**WHAT IS REQUIRED**: An exact transcription of all the records, free of pictures, is the expected answer.
┌─ DATA SUPPLIED
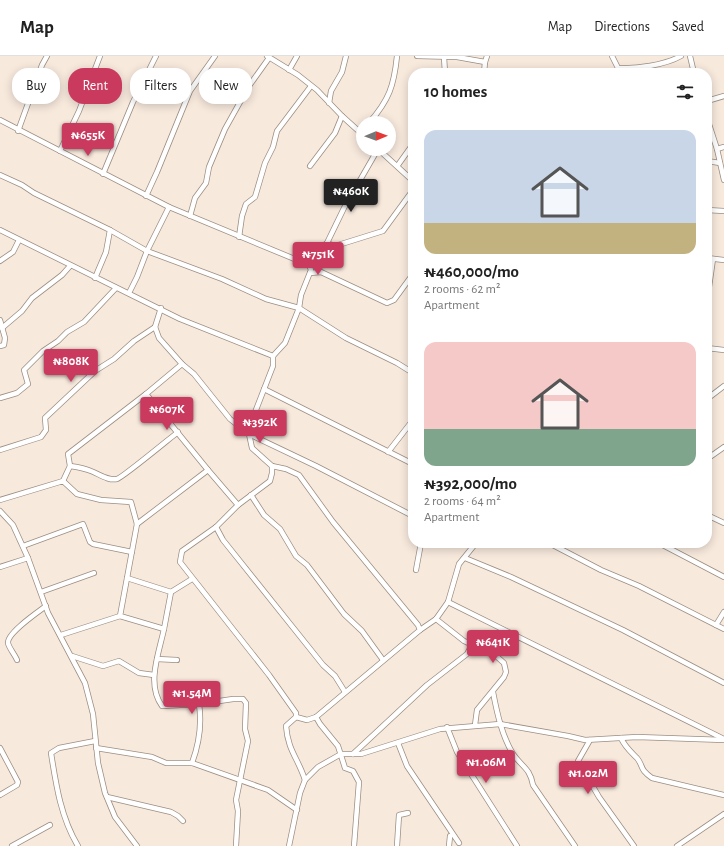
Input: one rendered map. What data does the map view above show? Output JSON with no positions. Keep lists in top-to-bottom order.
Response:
{
  "north": "right",
  "page": {
    "header": "Map",
    "nav": ["Map", "Directions", "Saved"],
    "chip": [
      "Buy",
      "Rent",
      "Filters",
      "New"
    ],
    "heading": "10 homes",
    "list": [
      {
        "name": "₦460,000/mo",
        "note": "2 rooms · 62 m² · Apartment"
      },
      {
        "name": "₦392,000/mo",
        "note": "2 rooms · 64 m² · Apartment"
      }
    ],
    "price": [
      "₦655K",
      "₦460K",
      "₦751K",
      "₦808K",
      "₦607K",
      "₦392K",
      "₦641K",
      "₦1.54M",
      "₦1.06M",
      "₦1.02M"
    ]
  }
}
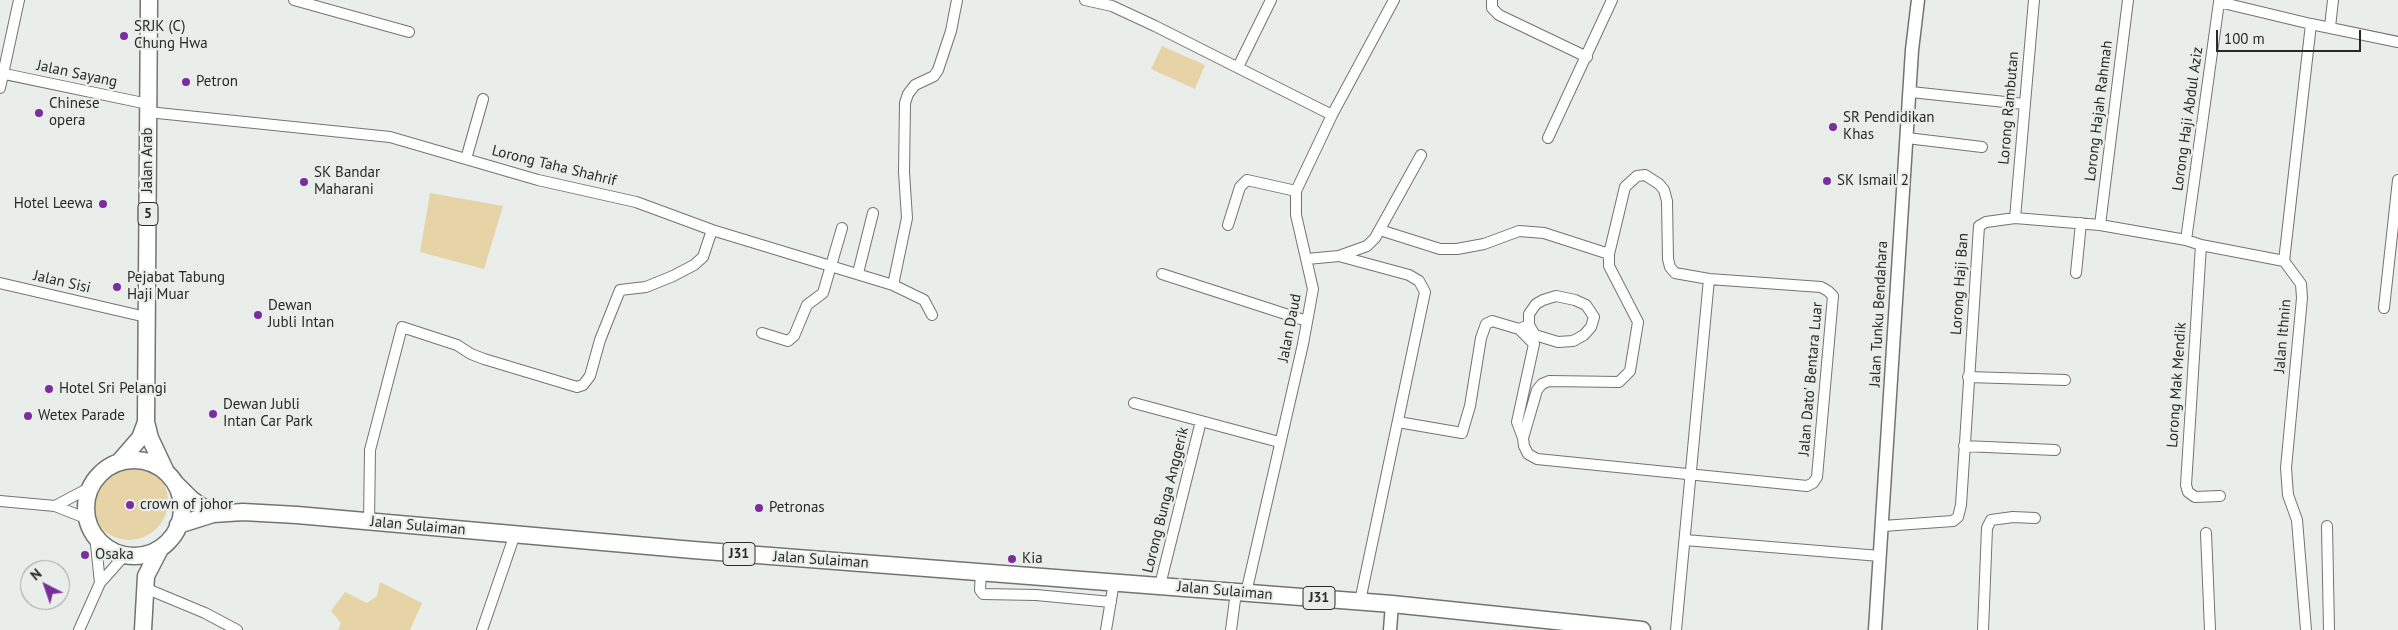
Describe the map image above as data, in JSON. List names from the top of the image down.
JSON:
{
  "streets": {
    "main road": [
      "Jalan Arab",
      "5",
      "Jalan Sulaiman",
      "J31"
    ],
    "street": [
      "Jalan Sayang",
      "Lorong Rambutan",
      "Lorong Hajah Rahmah",
      "Lorong Haji Abdul Aziz",
      "Lorong Taha Shahrif",
      "Jalan Sisi",
      "Lorong Haji Ban",
      "Jalan Tunku Bendahara",
      "Jalan Daud",
      "Jalan Ithnin",
      "Jalan Dato' Bentara Luar",
      "Lorong Mak Mendik",
      "Lorong Bunga Anggerik"
    ]
  },
  "crossings": [
    ["Jalan Sayang", "Jalan Arab"],
    ["Jalan Sayang", "Lorong Taha Shahrif"],
    ["Lorong Rambutan", "Lorong Haji Ban"],
    ["Lorong Hajah Rahmah", "Lorong Haji Ban"],
    ["Lorong Haji Abdul Aziz", "Lorong Haji Ban"],
    ["Jalan Arab", "Lorong Taha Shahrif"],
    ["Jalan Arab", "5"],
    ["Jalan Arab", "Jalan Sisi"],
    ["Jalan Arab", "J31"],
    ["5", "J31"],
    ["Lorong Haji Ban", "Jalan Tunku Bendahara"],
    ["Lorong Haji Ban", "Jalan Ithnin"],
    ["Lorong Haji Ban", "Lorong Mak Mendik"],
    ["Jalan Daud", "Lorong Bunga Anggerik"],
    ["Jalan Daud", "Jalan Sulaiman"],
    ["Lorong Bunga Anggerik", "Jalan Sulaiman"],
    ["Jalan Sulaiman", "J31"]
  ],
  "places": [
    "SRJK (C) Chung Hwa",
    "Petron",
    "Chinese opera",
    "SR Pendidikan Khas",
    "SK Ismail 2",
    "SK Bandar Maharani",
    "Hotel Leewa",
    "Pejabat Tabung Haji Muar",
    "Dewan Jubli Intan",
    "Hotel Sri Pelangi",
    "Dewan Jubli Intan Car Park",
    "Wetex Parade",
    "crown of johor",
    "Petronas",
    "Osaka",
    "Kia"
  ],
  "scale_bar": "100 m",
  "north": "top left"
}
└─
**THE ANSWER**:
Input: one rendered map. What data does the map view above show? Output JSON with no positions. Keep lists in top-to-bottom order.
Response:
{
  "north": "right",
  "page": {
    "header": "Map",
    "nav": ["Map", "Directions", "Saved"],
    "chip": [
      "Buy",
      "Rent",
      "Filters",
      "New"
    ],
    "heading": "10 homes",
    "list": [
      {
        "name": "₦460,000/mo",
        "note": "2 rooms · 62 m² · Apartment"
      },
      {
        "name": "₦392,000/mo",
        "note": "2 rooms · 64 m² · Apartment"
      }
    ],
    "price": [
      "₦655K",
      "₦460K",
      "₦751K",
      "₦808K",
      "₦607K",
      "₦392K",
      "₦641K",
      "₦1.54M",
      "₦1.06M",
      "₦1.02M"
    ]
  }
}
Describe the map image above as data, in JSON. List names from the top of the image down.
JSON:
{
  "streets": {
    "main road": [
      "Jalan Arab",
      "5",
      "Jalan Sulaiman",
      "J31"
    ],
    "street": [
      "Jalan Sayang",
      "Lorong Rambutan",
      "Lorong Hajah Rahmah",
      "Lorong Haji Abdul Aziz",
      "Lorong Taha Shahrif",
      "Jalan Sisi",
      "Lorong Haji Ban",
      "Jalan Tunku Bendahara",
      "Jalan Daud",
      "Jalan Ithnin",
      "Jalan Dato' Bentara Luar",
      "Lorong Mak Mendik",
      "Lorong Bunga Anggerik"
    ]
  },
  "crossings": [
    ["Jalan Sayang", "Jalan Arab"],
    ["Jalan Sayang", "Lorong Taha Shahrif"],
    ["Lorong Rambutan", "Lorong Haji Ban"],
    ["Lorong Hajah Rahmah", "Lorong Haji Ban"],
    ["Lorong Haji Abdul Aziz", "Lorong Haji Ban"],
    ["Jalan Arab", "Lorong Taha Shahrif"],
    ["Jalan Arab", "5"],
    ["Jalan Arab", "Jalan Sisi"],
    ["Jalan Arab", "J31"],
    ["5", "J31"],
    ["Lorong Haji Ban", "Jalan Tunku Bendahara"],
    ["Lorong Haji Ban", "Jalan Ithnin"],
    ["Lorong Haji Ban", "Lorong Mak Mendik"],
    ["Jalan Daud", "Lorong Bunga Anggerik"],
    ["Jalan Daud", "Jalan Sulaiman"],
    ["Lorong Bunga Anggerik", "Jalan Sulaiman"],
    ["Jalan Sulaiman", "J31"]
  ],
  "places": [
    "SRJK (C) Chung Hwa",
    "Petron",
    "Chinese opera",
    "SR Pendidikan Khas",
    "SK Ismail 2",
    "SK Bandar Maharani",
    "Hotel Leewa",
    "Pejabat Tabung Haji Muar",
    "Dewan Jubli Intan",
    "Hotel Sri Pelangi",
    "Dewan Jubli Intan Car Park",
    "Wetex Parade",
    "crown of johor",
    "Petronas",
    "Osaka",
    "Kia"
  ],
  "scale_bar": "100 m",
  "north": "top left"
}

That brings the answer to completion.